_PROBLEM DETAILS_
Can you quote, word for word, every line from the first line of the records below through the line containing "Quick job: Describe", and nothing else?

Dataset excerpts
☆ ☆ ☆ ☆ ☆ ☆ ☆

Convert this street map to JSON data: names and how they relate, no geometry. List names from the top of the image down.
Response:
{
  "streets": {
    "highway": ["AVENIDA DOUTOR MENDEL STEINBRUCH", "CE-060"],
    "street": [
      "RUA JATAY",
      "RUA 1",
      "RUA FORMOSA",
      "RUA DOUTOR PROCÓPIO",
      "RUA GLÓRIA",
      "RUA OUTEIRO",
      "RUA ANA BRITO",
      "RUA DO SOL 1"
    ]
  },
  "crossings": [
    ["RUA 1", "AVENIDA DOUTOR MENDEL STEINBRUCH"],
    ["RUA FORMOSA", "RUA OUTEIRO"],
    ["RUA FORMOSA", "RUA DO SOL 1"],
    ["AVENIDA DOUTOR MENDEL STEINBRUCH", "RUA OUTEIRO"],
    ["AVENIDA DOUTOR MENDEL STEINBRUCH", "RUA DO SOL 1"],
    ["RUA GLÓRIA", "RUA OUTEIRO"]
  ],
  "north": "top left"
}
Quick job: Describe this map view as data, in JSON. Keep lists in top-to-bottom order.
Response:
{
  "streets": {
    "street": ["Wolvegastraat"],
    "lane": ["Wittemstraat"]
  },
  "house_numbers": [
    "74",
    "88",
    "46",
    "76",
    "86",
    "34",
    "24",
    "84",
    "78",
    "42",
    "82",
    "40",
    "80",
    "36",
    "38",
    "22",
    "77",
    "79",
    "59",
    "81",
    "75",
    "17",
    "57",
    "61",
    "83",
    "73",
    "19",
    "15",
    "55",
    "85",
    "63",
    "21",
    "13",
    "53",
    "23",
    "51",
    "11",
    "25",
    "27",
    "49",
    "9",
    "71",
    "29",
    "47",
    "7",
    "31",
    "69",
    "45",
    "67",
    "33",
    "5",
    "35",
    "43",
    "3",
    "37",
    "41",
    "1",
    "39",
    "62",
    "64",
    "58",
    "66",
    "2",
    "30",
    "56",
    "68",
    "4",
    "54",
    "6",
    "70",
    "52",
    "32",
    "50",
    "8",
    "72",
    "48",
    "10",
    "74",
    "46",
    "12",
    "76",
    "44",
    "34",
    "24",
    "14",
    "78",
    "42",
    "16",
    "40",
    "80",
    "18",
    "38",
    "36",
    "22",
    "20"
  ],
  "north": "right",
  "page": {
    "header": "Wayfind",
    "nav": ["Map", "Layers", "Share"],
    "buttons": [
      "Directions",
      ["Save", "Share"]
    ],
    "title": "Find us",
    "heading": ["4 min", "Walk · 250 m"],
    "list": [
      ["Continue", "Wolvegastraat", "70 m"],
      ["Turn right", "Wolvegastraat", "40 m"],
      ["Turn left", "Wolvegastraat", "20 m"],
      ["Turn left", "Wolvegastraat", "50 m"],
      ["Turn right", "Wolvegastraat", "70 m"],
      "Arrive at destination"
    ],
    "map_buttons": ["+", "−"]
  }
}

☆ ☆ ☆ ☆ ☆ ☆ ☆

_EXERCISE SOLUTION_
Convert this street map to JSON data: names and how they relate, no geometry. List names from the top of the image down.
Response:
{
  "streets": {
    "highway": ["AVENIDA DOUTOR MENDEL STEINBRUCH", "CE-060"],
    "street": [
      "RUA JATAY",
      "RUA 1",
      "RUA FORMOSA",
      "RUA DOUTOR PROCÓPIO",
      "RUA GLÓRIA",
      "RUA OUTEIRO",
      "RUA ANA BRITO",
      "RUA DO SOL 1"
    ]
  },
  "crossings": [
    ["RUA 1", "AVENIDA DOUTOR MENDEL STEINBRUCH"],
    ["RUA FORMOSA", "RUA OUTEIRO"],
    ["RUA FORMOSA", "RUA DO SOL 1"],
    ["AVENIDA DOUTOR MENDEL STEINBRUCH", "RUA OUTEIRO"],
    ["AVENIDA DOUTOR MENDEL STEINBRUCH", "RUA DO SOL 1"],
    ["RUA GLÓRIA", "RUA OUTEIRO"]
  ],
  "north": "top left"
}
Quick job: Describe this map view as data, in JSON. Keep lists in top-to-bottom order.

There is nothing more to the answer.